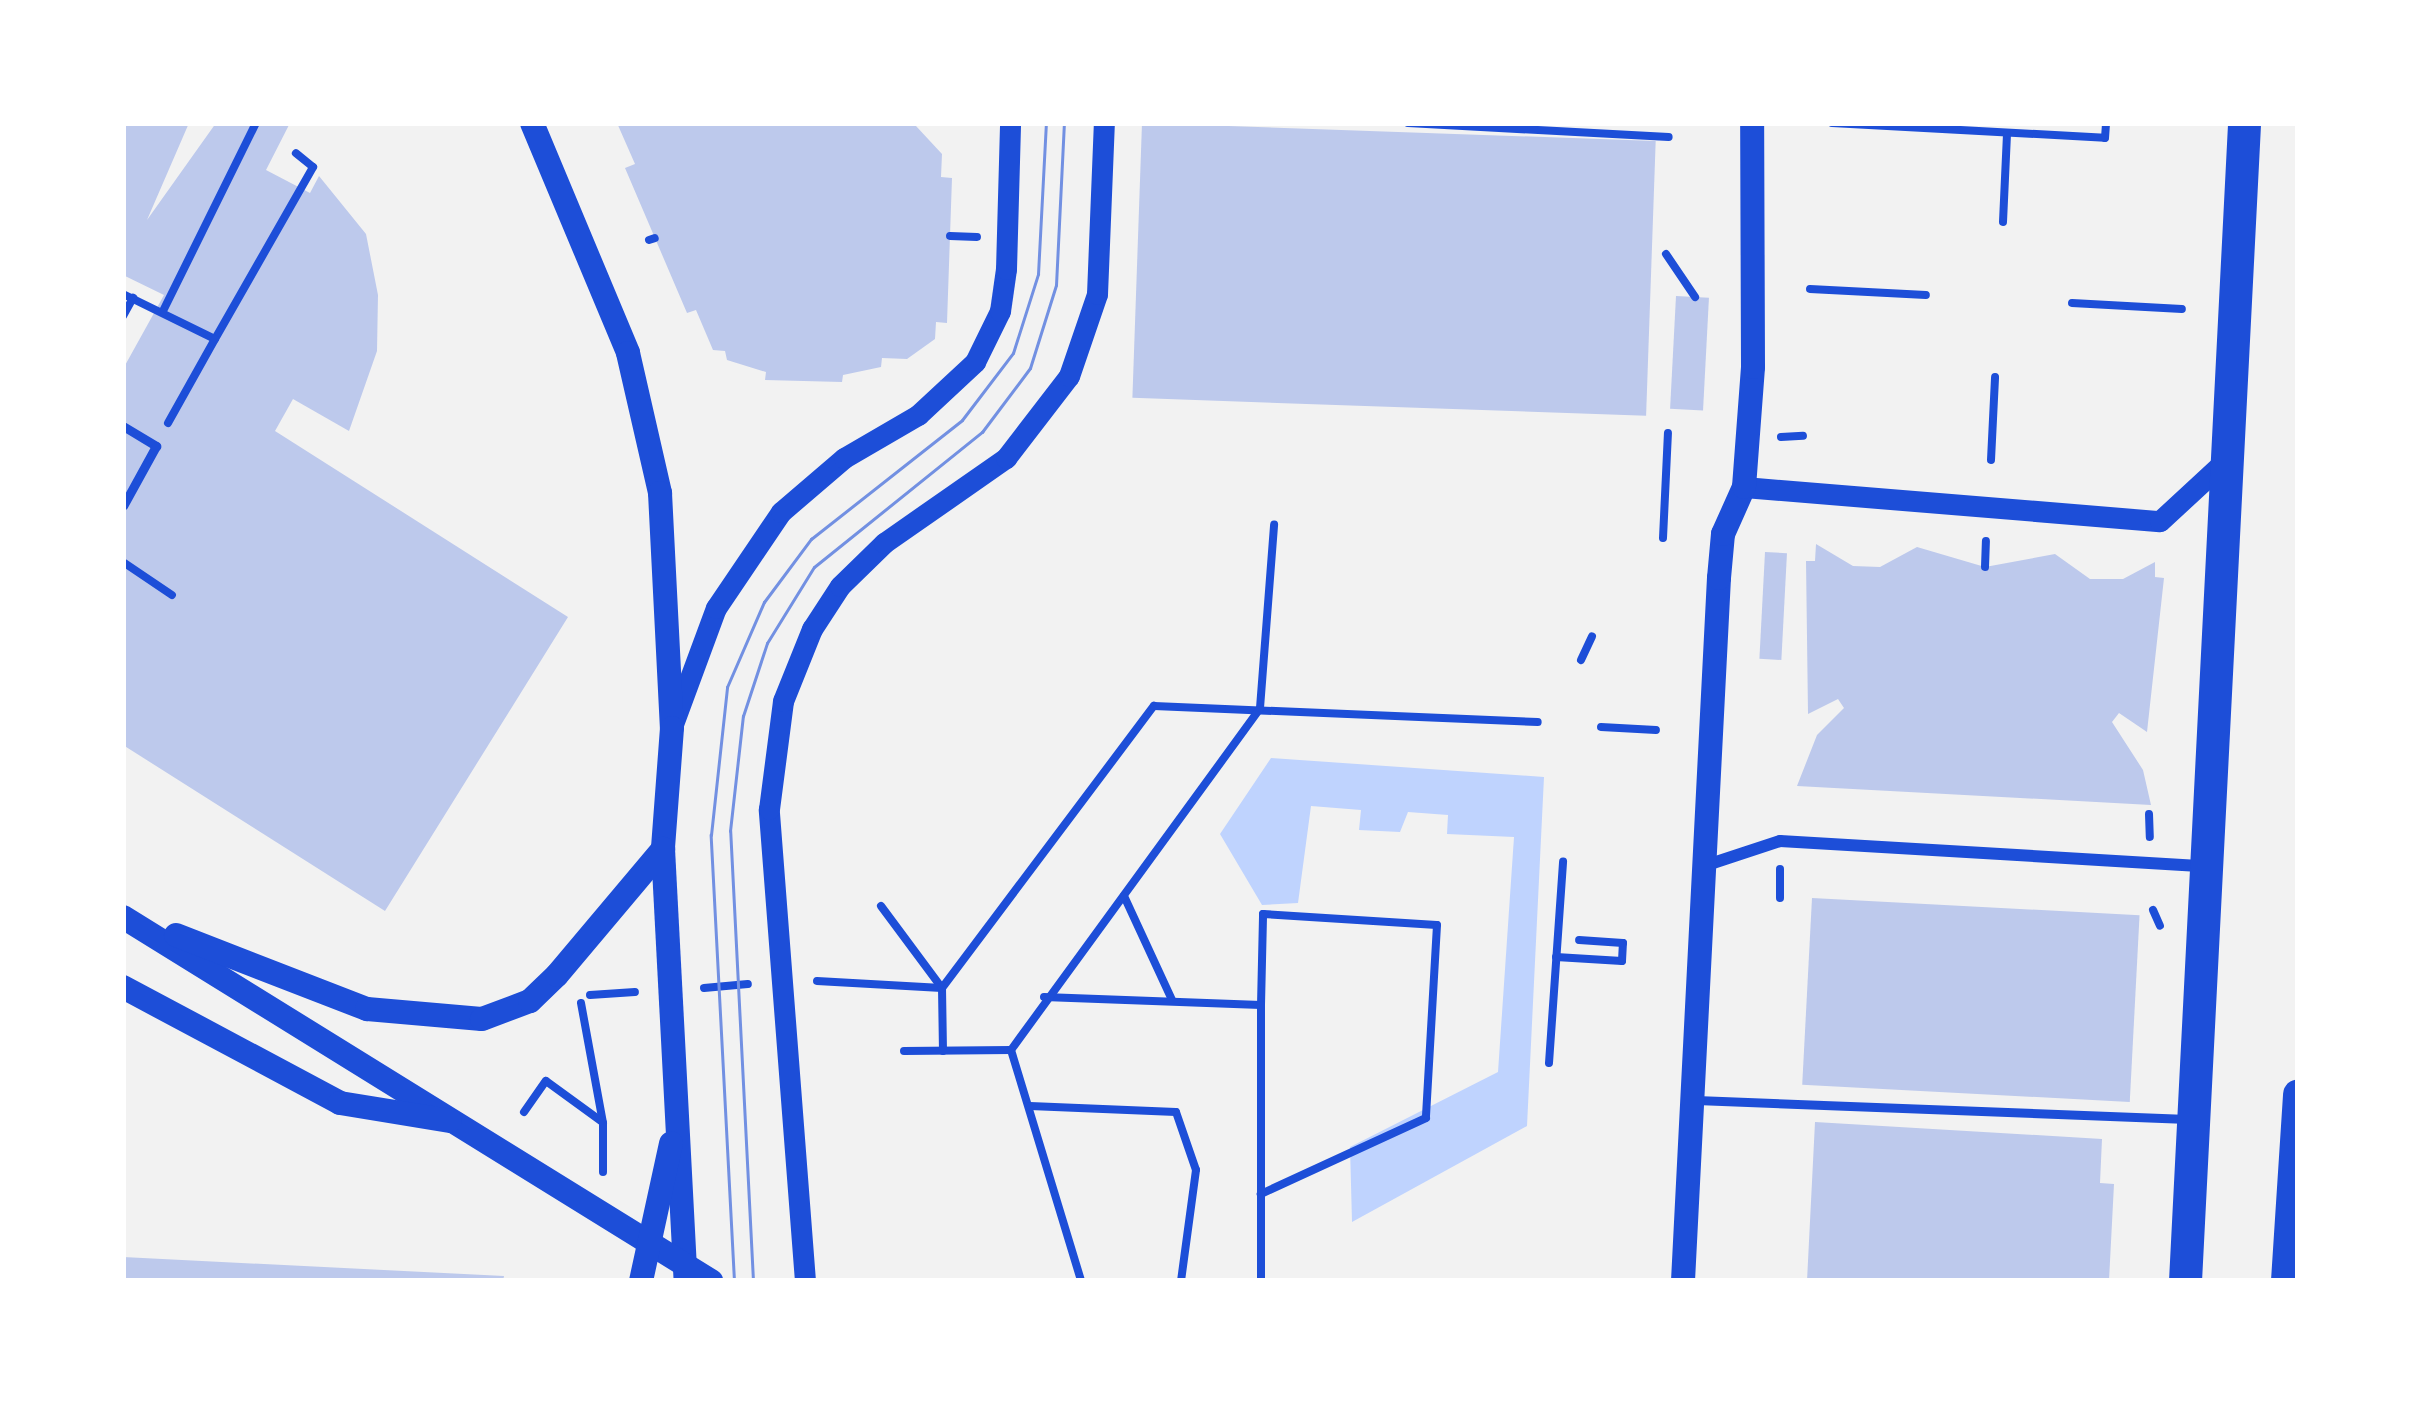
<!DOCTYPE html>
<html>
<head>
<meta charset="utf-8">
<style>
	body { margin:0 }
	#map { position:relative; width:2421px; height:1404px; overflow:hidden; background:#f2f2f2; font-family:"Source Sans 3",sans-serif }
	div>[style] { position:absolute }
	.water>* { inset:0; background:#bfd3fe }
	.building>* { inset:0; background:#bdc9ec; transform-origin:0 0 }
	.path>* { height:8px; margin:-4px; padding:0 4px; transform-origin:4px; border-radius:4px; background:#1d4ed8 }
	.service>* { height:9px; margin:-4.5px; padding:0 4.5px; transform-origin:4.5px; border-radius:4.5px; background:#1d4ed8 }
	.minor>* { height:12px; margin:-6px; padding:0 6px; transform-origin:6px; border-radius:6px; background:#1d4ed8 }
	.tertiary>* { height:21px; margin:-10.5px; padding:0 10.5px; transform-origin:10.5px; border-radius:10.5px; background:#1d4ed8 }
	.secondary>* { height:24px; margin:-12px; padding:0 12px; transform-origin:12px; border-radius:12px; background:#1d4ed8 }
	.primary>* { height:30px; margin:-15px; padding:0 15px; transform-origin:15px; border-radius:15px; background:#1d4ed8 }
	.trunk>* { height:33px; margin:-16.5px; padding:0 16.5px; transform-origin:16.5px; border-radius:16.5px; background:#1d4ed8 }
	.tram>* { height:3px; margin:-1.5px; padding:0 1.5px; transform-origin:1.5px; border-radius:1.5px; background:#7290e2 }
	span { translate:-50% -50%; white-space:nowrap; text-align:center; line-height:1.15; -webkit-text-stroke:12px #fff; paint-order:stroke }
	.frame { position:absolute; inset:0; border:126px solid #fff; pointer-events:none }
</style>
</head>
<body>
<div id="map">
	<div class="water">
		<i style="clip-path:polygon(1271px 758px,1544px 777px,1527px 1126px,1352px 1222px,1350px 1147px,1498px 1072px,1514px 837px,1447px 834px,1448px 815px,1408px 812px,1400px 832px,1359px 830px,1361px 810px,1311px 806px,1298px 903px,1262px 905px,1220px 834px)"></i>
	</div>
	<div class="building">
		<i style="clip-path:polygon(123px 123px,189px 123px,147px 220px,216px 123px,290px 123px,266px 170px,310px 193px,319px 176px,366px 234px,378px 295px,377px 351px,349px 431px,293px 399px,275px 431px,568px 617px,385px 911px,123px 745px,123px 369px,164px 295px,123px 275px)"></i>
		<i style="clip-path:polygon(617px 123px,916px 126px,942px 154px,941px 177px,952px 178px,947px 323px,936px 322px,935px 339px,907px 359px,882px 358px,881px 367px,843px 375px,842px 382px,765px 380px,766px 372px,727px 360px,725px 351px,713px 350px,696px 310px,687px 313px,625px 168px,635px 164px)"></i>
		<i style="left:1142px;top:123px;width:514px;height:275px;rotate:2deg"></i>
		<i style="left:1676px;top:296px;width:33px;height:113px;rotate:3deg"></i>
		<i style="clip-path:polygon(1816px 544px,1853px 566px,1880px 567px,1917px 547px,1985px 567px,2055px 554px,2090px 579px,2123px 579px,2155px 562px,2155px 577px,2164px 578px,2147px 732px,2119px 713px,2112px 722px,2143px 770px,2151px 805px,1797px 786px,1817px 735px,1844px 708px,1838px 699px,1808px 714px,1806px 561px,1815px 561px)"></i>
		<i style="left:1765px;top:552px;width:22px;height:107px;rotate:3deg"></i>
		<i style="left:1812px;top:898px;width:328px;height:187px;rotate:3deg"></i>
		<i style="clip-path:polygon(1815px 1122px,2102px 1139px,2100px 1183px,2114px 1184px,2109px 1281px,1807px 1281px)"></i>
		<i style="clip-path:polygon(123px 1257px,504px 1276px,503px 1281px,123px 1281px)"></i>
	</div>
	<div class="path">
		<i style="left:1408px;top:123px;width:261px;rotate:3.1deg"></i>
		<i style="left:1832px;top:123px;width:273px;rotate:3.1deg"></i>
		<i style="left:2105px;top:138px;width:15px;rotate:-86deg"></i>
		<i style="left:2003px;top:222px;width:89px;rotate:-87.4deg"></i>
		<i style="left:950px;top:236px;width:27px;rotate:2deg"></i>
		<i style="left:649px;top:240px;width:6px;rotate:-18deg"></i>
		<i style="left:1666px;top:254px;width:52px;rotate:56deg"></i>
		<i style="left:1810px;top:289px;width:116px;rotate:3deg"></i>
		<i style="left:123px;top:294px;width:102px;rotate:26.1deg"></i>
		<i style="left:215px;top:339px;width:198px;rotate:-60.3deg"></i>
		<i style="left:313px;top:167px;width:22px;rotate:-141deg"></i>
		<i style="left:2072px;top:303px;width:110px;rotate:3.1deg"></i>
		<i style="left:163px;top:311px;width:210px;rotate:-63.7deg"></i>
		<i style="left:123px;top:316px;width:21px;rotate:-61deg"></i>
		<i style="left:168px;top:423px;width:96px;rotate:-60.8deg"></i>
		<i style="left:1781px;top:437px;width:22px;rotate:-3deg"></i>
		<i style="left:1991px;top:460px;width:83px;rotate:-87.2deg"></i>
		<i style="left:1663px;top:538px;width:105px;rotate:-87.3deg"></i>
		<i style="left:123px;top:562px;width:59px;rotate:34deg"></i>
		<i style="left:1985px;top:567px;width:26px;rotate:-88deg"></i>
		<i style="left:1581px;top:660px;width:26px;rotate:-65deg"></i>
		<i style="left:1601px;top:727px;width:55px;rotate:3.1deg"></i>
		<i style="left:2149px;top:814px;width:23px;rotate:88deg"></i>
		<i style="left:1124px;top:896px;width:115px;rotate:65.2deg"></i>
		<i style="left:1780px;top:898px;width:29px;rotate:-90deg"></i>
		<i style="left:881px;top:906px;width:102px;rotate:53.4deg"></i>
		<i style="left:942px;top:988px;width:63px;rotate:89.1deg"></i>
		<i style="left:2153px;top:910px;width:17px;rotate:66deg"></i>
		<i style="left:1556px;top:957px;width:66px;rotate:3.5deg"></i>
		<i style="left:1622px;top:961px;width:18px;rotate:-87deg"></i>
		<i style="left:1623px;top:943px;width:44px;rotate:-176.1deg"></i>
		<i style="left:817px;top:981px;width:125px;rotate:3.2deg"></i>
		<i style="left:942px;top:988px;width:353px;rotate:-53.1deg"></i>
		<i style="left:1154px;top:706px;width:384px;rotate:2.4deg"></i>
		<i style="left:704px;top:988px;width:44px;rotate:-5.2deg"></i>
		<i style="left:590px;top:995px;width:45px;rotate:-3.8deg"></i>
		<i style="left:1044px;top:997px;width:217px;rotate:2.1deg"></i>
		<i style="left:1261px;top:1005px;width:91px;rotate:-88.7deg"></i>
		<i style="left:1263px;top:914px;width:174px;rotate:3.6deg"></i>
		<i style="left:1437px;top:925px;width:193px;rotate:93.3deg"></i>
		<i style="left:1426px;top:1118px;width:182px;rotate:155.3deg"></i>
		<i style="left:1261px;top:1194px;width:87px;rotate:90deg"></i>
		<i style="left:581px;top:1003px;width:122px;rotate:79.6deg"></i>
		<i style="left:603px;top:1123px;width:49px;rotate:90deg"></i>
		<i style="left:1011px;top:1050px;width:423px;rotate:-53.9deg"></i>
		<i style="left:1260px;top:708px;width:184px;rotate:-85.6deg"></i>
		<i style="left:1011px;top:1050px;width:241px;rotate:73.1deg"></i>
		<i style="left:904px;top:1051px;width:107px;rotate:-0.5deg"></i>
		<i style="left:1549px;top:1063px;width:202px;rotate:-86deg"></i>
		<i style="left:1030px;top:1106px;width:146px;rotate:2.4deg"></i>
		<i style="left:1176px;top:1112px;width:61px;rotate:71deg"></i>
		<i style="left:1196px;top:1170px;width:112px;rotate:97.7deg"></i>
		<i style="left:524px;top:1112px;width:38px;rotate:-55deg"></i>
		<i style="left:546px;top:1081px;width:68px;rotate:36deg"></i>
		<i style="left:1261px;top:1194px;width:189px;rotate:-90deg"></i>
	</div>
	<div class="service">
		<i style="left:123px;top:426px;width:39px;rotate:31deg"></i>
		<i style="left:156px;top:446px;width:68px;rotate:118.8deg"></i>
		<i style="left:1696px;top:1100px;width:492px;rotate:2.2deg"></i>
	</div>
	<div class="minor">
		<i style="left:1704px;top:866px;width:80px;rotate:-18.2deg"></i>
		<i style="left:1780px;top:841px;width:424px;rotate:3.4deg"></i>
	</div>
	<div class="tertiary">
		<i style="left:1744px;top:487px;width:417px;rotate:4.7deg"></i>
		<i style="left:2160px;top:521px;width:88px;rotate:-42.7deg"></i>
		<i style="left:673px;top:724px;width:124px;rotate:-69.7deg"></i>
		<i style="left:716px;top:608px;width:116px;rotate:-55.9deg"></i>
		<i style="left:781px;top:512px;width:83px;rotate:-40.6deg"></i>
		<i style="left:844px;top:458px;width:86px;rotate:-30.2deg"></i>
		<i style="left:918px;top:415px;width:78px;rotate:-42.9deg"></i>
		<i style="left:975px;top:362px;width:57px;rotate:-63.9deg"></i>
		<i style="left:1000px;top:311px;width:42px;rotate:-81.9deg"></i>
		<i style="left:1006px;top:269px;width:146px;rotate:-88.4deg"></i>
		<i style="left:805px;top:1281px;width:473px;rotate:-94.4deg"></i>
		<i style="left:769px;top:809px;width:109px;rotate:-82.6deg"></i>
		<i style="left:783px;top:701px;width:78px;rotate:-68.1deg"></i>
		<i style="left:812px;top:629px;width:51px;rotate:-56.9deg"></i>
		<i style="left:840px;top:586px;width:62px;rotate:-44.3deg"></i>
		<i style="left:884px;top:543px;width:149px;rotate:-34.9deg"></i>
		<i style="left:1006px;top:458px;width:103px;rotate:-52.5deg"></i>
		<i style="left:1069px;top:376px;width:87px;rotate:-71.1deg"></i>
		<i style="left:1097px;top:294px;width:171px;rotate:-87.7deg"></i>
	</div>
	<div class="secondary">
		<i style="left:532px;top:123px;width:249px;rotate:67.3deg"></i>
		<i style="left:628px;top:353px;width:144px;rotate:77.1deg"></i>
		<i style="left:660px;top:493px;width:235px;rotate:87.1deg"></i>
		<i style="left:672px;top:728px;width:121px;rotate:94.3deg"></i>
		<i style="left:663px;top:849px;width:433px;rotate:87deg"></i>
		<i style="left:123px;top:917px;width:692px;rotate:31.76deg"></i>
		<i style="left:176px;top:935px;width:205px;rotate:21.2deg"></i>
		<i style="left:367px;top:1009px;width:115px;rotate:5deg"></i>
		<i style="left:482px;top:1019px;width:51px;rotate:-20.6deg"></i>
		<i style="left:530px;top:1001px;width:37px;rotate:-44deg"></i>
		<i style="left:557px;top:975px;width:165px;rotate:-49.9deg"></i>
		<i style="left:123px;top:987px;width:246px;rotate:28.1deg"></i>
		<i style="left:340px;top:1103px;width:111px;rotate:9.3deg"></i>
		<i style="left:641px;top:1281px;width:141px;rotate:-77.7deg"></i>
		<i style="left:1683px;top:1281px;width:704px;rotate:-87.07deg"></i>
		<i style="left:1719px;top:578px;width:44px;rotate:-84.8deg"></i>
		<i style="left:1723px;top:534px;width:51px;rotate:-65.9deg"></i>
		<i style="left:1744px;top:487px;width:120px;rotate:-85.7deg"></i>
		<i style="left:1753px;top:367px;width:244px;rotate:-90.2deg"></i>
	</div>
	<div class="primary">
		<i style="left:2286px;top:1281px;width:187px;rotate:-86.3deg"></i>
	</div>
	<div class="trunk">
		<i style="left:2185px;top:1281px;width:1160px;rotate:-87.08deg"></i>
	</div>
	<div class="tram">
		<i style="left:734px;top:1281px;width:447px;rotate:-93deg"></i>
		<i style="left:711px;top:835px;width:149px;rotate:-83.8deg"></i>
		<i style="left:727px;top:687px;width:93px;rotate:-66.5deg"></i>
		<i style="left:764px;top:602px;width:79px;rotate:-53.3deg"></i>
		<i style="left:811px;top:539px;width:192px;rotate:-38.2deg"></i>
		<i style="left:962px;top:420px;width:84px;rotate:-52.7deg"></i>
		<i style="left:1013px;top:353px;width:83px;rotate:-72.4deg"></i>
		<i style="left:1038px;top:274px;width:151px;rotate:-87deg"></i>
		<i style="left:753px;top:1281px;width:451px;rotate:-92.9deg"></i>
		<i style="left:730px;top:831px;width:116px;rotate:-83.6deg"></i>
		<i style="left:743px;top:716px;width:77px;rotate:-71.8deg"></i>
		<i style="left:767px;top:643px;width:89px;rotate:-58.3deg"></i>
		<i style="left:814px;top:567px;width:216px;rotate:-38.8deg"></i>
		<i style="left:982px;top:432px;width:80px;rotate:-53.1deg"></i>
		<i style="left:1030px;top:368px;width:87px;rotate:-72.6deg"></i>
		<i style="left:1056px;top:285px;width:162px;rotate:-87.2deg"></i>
	</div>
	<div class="frame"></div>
</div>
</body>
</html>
● ● ●
## PROBLEM REQUIREMENTS
Taking the listing above as the source, transcribe only the lines starting at the line with "inset:0; background:#bdc9ec; transform-origin:0" and going through the line with "height:9px; margin:-4.5px; padding:0", unaltered and with both ends included.

## SOLUTION TO THE EXERCISE
	.building>* { inset:0; background:#bdc9ec; transform-origin:0 0 }
	.path>* { height:8px; margin:-4px; padding:0 4px; transform-origin:4px; border-radius:4px; background:#1d4ed8 }
	.service>* { height:9px; margin:-4.5px; padding:0 4.5px; transform-origin:4.5px; border-radius:4.5px; background:#1d4ed8 }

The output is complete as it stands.